* [Task directions] Every line of the records below that has the word "list" should be copied.

Stored data entries
—————

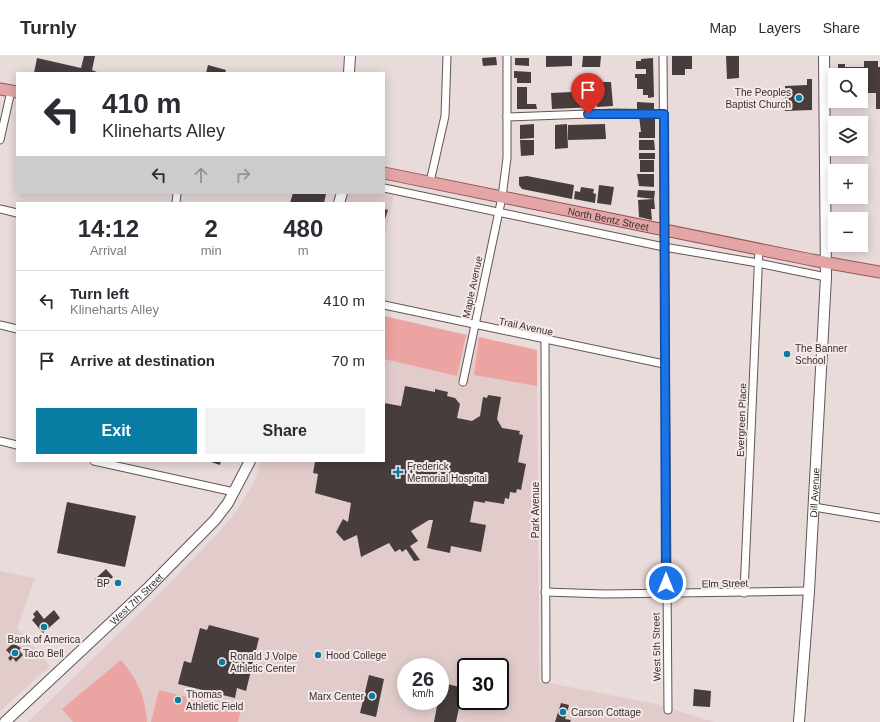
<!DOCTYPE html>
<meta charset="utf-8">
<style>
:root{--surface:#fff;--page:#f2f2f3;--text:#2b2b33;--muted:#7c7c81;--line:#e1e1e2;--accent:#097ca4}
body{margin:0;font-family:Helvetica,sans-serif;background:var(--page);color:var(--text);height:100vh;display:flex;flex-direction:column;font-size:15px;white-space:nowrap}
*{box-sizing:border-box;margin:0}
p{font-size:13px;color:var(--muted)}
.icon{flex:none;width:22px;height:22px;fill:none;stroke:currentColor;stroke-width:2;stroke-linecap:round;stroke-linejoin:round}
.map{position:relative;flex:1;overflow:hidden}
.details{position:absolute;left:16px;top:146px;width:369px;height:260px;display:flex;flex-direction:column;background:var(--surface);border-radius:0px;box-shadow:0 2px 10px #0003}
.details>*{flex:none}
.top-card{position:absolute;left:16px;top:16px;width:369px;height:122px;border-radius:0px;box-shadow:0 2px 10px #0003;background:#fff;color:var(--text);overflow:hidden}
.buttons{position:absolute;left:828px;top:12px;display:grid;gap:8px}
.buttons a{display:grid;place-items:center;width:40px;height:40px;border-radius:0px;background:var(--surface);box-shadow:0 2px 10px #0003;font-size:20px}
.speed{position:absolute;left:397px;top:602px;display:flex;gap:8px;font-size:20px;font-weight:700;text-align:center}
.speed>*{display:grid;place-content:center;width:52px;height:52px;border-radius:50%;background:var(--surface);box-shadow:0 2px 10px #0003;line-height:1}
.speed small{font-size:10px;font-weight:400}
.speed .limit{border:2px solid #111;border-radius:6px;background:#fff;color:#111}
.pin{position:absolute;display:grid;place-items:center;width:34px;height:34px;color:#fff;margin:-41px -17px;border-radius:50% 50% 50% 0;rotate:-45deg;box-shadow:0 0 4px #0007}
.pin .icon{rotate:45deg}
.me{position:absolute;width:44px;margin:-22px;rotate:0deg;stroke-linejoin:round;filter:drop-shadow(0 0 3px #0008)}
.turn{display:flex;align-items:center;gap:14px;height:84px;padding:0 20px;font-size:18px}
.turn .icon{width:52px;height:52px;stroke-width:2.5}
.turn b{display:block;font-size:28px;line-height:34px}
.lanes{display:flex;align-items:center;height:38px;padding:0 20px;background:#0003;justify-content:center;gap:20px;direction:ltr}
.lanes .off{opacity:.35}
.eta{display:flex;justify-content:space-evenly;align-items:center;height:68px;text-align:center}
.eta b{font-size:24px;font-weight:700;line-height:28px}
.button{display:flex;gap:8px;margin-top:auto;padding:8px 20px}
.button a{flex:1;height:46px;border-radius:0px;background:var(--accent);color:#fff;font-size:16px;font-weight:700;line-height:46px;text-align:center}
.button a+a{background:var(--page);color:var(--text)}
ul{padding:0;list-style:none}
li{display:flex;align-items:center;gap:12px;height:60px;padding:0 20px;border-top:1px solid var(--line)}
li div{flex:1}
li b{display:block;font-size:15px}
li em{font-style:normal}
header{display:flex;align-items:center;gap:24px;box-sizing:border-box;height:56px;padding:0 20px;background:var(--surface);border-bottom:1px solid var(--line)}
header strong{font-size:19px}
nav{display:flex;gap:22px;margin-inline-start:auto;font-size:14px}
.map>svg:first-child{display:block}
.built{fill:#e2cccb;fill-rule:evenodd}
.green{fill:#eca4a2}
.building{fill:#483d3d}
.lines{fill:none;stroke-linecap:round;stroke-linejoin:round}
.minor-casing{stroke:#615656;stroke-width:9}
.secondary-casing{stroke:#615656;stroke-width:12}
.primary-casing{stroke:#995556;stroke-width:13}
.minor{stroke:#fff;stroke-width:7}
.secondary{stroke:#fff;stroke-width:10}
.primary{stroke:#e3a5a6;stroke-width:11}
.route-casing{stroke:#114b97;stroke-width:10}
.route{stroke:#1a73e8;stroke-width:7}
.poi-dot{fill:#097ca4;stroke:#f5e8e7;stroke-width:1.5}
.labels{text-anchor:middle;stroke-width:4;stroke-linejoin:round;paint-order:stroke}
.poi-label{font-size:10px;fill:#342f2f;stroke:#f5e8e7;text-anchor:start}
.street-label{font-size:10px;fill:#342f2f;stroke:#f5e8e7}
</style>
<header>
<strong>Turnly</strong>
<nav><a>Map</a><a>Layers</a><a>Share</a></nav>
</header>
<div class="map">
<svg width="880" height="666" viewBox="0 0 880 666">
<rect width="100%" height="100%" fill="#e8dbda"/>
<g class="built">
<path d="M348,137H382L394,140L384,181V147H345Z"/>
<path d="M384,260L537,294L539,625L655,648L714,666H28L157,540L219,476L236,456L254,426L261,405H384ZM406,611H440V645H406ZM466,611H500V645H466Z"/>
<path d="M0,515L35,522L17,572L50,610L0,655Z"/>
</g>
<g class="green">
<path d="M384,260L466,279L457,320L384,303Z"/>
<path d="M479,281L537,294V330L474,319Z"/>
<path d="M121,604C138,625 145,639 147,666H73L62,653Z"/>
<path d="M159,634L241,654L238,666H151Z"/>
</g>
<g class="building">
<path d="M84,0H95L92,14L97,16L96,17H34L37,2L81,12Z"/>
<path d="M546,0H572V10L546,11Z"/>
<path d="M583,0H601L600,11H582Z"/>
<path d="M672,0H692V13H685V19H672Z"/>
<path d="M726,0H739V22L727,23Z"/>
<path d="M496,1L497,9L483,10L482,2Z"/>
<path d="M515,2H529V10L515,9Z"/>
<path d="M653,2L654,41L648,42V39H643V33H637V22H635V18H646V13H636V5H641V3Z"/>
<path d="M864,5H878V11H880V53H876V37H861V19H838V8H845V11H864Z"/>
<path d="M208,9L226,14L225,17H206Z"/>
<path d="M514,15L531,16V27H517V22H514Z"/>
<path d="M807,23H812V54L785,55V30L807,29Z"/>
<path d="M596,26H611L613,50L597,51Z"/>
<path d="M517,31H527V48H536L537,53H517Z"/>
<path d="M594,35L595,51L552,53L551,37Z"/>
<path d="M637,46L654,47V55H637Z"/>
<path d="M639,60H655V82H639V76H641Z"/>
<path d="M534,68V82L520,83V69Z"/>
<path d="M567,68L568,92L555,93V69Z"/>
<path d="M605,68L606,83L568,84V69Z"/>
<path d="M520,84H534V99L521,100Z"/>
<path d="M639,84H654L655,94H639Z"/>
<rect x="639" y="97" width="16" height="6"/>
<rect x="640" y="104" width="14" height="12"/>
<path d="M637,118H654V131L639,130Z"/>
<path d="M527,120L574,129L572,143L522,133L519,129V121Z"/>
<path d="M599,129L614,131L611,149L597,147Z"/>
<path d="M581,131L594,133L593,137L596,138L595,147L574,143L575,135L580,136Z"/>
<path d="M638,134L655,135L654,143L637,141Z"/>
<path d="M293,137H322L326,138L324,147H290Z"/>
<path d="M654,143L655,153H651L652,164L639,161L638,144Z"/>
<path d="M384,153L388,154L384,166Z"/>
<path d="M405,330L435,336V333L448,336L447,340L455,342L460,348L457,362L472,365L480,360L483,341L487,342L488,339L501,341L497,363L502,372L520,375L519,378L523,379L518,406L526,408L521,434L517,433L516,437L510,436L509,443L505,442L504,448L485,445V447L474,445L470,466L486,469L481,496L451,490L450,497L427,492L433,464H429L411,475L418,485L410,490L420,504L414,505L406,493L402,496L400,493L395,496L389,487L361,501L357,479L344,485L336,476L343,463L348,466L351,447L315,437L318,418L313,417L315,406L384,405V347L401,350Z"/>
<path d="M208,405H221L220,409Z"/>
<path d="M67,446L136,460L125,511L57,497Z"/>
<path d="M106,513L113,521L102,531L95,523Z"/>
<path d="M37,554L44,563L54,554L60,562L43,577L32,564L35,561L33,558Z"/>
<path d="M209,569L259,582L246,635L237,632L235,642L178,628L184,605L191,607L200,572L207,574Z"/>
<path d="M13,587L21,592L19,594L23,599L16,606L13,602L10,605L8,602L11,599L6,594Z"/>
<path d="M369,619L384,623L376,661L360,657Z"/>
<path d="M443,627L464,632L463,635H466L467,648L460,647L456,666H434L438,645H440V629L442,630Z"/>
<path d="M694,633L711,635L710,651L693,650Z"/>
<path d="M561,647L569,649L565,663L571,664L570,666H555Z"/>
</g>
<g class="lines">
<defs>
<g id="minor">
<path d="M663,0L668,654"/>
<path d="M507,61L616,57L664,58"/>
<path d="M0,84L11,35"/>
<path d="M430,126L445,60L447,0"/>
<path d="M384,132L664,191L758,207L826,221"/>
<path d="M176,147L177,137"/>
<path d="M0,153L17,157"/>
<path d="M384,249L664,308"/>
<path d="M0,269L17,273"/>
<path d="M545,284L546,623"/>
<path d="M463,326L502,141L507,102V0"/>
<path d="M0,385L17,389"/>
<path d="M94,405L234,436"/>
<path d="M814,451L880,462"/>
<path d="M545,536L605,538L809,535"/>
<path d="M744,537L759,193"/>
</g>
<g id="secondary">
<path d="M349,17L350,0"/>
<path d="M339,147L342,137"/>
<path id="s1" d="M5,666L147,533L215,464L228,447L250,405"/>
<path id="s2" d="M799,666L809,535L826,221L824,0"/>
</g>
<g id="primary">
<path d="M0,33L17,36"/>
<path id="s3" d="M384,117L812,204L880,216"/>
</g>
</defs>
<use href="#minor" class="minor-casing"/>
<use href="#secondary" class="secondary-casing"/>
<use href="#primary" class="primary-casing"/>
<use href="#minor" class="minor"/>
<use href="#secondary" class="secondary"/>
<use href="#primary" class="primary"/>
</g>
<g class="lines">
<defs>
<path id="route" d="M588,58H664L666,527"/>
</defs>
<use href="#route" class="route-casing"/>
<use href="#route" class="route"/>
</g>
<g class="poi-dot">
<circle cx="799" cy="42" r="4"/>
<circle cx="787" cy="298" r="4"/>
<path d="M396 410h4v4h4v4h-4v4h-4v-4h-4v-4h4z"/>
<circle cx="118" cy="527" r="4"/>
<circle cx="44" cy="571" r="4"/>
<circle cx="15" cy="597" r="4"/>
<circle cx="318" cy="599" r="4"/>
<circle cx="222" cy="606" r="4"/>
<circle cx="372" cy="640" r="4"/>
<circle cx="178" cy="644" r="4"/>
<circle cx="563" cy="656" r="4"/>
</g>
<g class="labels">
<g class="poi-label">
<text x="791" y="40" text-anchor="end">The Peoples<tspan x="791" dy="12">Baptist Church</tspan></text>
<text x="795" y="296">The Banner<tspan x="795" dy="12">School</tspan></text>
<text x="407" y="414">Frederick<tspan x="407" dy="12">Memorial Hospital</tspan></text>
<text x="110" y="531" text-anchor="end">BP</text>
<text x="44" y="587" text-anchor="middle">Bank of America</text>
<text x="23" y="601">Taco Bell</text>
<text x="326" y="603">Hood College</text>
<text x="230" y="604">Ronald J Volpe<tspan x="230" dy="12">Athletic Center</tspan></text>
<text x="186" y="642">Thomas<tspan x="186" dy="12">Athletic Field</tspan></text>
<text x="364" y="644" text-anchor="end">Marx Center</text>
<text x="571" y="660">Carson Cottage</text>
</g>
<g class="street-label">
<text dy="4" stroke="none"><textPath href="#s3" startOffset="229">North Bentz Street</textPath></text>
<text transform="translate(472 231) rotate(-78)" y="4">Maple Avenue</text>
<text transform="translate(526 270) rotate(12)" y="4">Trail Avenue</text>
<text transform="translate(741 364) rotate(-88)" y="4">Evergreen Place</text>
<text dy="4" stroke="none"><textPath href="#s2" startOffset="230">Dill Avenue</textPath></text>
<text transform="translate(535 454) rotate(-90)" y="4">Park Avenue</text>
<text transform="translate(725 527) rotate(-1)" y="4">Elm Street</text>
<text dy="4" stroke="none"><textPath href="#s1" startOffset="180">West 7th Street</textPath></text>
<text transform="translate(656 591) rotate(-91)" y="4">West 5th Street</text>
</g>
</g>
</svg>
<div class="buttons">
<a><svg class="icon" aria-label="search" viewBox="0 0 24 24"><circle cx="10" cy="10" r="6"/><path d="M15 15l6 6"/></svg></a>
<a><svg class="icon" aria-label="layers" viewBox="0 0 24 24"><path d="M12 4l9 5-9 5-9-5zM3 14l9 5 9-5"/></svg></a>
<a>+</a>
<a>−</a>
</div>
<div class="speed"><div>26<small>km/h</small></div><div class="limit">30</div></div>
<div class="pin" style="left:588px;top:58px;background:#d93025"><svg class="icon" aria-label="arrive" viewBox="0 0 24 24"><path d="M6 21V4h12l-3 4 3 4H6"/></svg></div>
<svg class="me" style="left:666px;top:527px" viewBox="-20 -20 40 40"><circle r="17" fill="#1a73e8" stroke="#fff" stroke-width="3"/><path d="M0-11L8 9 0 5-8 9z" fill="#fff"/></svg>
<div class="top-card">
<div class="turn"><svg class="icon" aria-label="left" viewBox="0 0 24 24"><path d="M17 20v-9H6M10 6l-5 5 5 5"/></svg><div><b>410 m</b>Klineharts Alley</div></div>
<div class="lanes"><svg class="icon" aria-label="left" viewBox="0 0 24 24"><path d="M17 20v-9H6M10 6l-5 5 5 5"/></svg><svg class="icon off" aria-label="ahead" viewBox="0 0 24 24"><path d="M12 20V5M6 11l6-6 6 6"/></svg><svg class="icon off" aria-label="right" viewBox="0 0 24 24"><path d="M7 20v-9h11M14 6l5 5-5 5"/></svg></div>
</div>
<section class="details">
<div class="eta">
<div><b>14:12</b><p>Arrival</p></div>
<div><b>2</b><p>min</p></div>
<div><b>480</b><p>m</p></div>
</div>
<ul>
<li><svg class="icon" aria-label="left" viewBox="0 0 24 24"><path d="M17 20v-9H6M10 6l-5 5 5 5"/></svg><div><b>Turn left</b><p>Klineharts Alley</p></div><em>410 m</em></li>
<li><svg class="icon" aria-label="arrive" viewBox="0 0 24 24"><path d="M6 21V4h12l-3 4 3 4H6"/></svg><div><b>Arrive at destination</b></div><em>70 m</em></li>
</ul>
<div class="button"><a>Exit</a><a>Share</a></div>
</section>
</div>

—————

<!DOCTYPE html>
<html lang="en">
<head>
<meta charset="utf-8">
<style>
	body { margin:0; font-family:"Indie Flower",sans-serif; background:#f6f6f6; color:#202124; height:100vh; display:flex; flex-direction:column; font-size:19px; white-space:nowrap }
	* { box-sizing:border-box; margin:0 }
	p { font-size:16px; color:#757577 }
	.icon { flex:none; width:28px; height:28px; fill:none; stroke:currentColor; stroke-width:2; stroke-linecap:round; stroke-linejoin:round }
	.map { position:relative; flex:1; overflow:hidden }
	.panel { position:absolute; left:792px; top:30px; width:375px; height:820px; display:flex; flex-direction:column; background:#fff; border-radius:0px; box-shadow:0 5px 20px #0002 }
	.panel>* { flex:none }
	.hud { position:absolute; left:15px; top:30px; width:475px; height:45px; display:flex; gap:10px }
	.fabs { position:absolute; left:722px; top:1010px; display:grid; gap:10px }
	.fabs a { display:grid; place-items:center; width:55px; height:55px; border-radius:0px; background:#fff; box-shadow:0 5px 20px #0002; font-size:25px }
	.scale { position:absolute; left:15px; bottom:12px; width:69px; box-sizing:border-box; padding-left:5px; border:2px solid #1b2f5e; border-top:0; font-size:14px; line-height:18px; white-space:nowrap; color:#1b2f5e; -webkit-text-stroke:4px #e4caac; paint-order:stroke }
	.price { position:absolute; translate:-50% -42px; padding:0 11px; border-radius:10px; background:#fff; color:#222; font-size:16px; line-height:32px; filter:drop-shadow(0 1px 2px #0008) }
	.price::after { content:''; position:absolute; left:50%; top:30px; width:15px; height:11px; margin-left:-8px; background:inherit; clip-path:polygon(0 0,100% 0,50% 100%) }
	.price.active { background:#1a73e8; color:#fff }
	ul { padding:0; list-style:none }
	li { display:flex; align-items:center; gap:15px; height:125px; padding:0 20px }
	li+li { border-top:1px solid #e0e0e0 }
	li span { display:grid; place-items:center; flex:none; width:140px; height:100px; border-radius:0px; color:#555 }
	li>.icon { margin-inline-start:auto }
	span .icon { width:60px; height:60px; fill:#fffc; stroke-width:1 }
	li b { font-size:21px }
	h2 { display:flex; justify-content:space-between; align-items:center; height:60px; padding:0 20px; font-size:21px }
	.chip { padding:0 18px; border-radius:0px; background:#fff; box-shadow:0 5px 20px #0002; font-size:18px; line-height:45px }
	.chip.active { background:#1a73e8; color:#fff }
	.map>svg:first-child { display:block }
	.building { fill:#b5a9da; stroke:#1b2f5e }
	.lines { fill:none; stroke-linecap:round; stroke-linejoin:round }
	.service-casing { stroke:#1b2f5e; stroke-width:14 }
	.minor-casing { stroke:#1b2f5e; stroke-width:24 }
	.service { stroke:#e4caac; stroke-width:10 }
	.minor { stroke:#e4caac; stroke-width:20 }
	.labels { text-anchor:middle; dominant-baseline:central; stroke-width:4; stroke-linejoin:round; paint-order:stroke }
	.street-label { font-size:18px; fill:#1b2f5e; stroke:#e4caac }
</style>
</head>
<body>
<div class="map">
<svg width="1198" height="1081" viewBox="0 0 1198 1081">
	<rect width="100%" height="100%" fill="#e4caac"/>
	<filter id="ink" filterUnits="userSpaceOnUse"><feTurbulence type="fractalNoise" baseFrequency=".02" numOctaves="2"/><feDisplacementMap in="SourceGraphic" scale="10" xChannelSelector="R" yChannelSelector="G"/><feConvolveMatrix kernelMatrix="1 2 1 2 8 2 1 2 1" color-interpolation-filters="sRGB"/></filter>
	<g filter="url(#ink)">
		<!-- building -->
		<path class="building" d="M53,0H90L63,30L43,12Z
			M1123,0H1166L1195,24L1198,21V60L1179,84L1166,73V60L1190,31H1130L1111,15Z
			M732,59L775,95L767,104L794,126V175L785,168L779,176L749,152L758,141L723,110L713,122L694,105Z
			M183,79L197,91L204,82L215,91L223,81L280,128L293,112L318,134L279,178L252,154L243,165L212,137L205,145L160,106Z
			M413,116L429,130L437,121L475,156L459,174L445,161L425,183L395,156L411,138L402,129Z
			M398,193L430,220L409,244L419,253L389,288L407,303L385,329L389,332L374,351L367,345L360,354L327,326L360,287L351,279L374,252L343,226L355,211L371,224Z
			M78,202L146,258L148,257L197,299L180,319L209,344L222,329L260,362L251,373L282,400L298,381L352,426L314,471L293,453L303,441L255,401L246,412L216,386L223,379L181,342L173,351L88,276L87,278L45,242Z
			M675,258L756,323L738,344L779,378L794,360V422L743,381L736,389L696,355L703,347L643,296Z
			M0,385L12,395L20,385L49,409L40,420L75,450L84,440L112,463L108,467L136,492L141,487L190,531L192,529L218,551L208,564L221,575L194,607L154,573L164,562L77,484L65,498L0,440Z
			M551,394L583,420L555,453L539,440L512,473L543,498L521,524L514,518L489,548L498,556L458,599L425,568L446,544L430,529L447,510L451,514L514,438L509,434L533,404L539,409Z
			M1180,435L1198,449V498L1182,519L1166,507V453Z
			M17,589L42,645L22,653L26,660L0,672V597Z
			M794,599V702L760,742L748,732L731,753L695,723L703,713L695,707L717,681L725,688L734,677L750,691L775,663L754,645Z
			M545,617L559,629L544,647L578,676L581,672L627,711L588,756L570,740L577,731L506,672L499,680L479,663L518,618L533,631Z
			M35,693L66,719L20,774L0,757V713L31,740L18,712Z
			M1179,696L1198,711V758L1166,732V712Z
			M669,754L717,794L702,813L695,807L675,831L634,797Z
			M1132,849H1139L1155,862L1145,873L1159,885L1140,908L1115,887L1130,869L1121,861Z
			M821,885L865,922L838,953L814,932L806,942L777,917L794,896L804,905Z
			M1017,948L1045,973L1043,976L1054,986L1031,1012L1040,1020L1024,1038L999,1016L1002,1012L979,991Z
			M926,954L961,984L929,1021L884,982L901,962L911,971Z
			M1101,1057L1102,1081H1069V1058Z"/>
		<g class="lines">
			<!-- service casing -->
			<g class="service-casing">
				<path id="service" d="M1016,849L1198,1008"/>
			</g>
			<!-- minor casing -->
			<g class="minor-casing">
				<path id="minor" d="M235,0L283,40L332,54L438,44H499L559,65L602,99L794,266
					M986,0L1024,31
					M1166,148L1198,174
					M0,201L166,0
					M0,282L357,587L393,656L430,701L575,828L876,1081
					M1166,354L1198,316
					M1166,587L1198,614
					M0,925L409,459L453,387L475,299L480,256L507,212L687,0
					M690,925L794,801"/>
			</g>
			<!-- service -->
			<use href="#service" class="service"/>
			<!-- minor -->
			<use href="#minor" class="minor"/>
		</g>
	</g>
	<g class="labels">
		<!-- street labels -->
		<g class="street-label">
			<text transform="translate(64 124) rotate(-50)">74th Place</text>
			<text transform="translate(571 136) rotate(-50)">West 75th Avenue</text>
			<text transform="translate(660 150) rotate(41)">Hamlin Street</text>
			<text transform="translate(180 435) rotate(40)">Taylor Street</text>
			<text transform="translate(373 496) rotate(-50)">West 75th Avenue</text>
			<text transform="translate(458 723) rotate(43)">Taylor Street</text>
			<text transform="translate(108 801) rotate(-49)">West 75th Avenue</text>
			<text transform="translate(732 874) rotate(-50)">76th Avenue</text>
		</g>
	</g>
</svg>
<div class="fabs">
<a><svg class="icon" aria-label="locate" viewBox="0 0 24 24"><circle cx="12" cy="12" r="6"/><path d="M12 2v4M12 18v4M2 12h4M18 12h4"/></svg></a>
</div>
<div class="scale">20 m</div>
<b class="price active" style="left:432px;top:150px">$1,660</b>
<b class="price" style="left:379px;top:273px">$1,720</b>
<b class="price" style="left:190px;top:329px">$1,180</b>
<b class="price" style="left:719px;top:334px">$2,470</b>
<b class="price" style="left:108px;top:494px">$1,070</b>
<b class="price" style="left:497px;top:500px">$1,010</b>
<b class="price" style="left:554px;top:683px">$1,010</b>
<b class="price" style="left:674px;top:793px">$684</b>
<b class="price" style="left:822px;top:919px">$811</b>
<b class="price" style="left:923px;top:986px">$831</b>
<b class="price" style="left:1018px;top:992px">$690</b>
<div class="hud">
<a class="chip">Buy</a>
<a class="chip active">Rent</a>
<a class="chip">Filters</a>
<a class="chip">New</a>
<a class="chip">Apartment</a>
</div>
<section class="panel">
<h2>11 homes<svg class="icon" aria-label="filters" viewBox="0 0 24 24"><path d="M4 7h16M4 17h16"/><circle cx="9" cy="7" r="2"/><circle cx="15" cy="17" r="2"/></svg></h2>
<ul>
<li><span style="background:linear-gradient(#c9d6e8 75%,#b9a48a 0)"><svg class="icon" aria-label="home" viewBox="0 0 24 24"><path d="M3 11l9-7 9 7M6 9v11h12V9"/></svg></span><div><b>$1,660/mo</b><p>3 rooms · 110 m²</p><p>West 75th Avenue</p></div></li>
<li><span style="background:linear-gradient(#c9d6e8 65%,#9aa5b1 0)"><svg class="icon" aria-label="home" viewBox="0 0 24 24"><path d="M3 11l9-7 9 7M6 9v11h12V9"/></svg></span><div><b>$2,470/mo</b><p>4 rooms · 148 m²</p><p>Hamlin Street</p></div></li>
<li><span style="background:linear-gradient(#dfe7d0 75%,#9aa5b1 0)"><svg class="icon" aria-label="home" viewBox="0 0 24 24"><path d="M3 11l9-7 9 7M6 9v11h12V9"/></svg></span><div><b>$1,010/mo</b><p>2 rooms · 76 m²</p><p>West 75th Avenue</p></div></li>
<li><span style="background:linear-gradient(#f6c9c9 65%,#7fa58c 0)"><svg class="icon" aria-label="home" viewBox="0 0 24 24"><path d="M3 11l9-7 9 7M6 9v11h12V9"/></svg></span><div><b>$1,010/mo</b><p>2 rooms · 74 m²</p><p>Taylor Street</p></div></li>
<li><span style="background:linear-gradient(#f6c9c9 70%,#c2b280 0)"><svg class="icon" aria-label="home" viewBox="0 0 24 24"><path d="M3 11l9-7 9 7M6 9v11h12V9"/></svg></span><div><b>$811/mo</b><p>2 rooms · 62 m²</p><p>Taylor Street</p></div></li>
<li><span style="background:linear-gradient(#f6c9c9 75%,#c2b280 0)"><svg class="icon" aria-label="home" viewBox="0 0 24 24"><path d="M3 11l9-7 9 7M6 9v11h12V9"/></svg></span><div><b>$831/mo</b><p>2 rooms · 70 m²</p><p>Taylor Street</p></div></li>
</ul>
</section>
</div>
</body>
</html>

—————

* [Task output]
ul{padding:0;list-style:none}
	ul { padding:0; list-style:none }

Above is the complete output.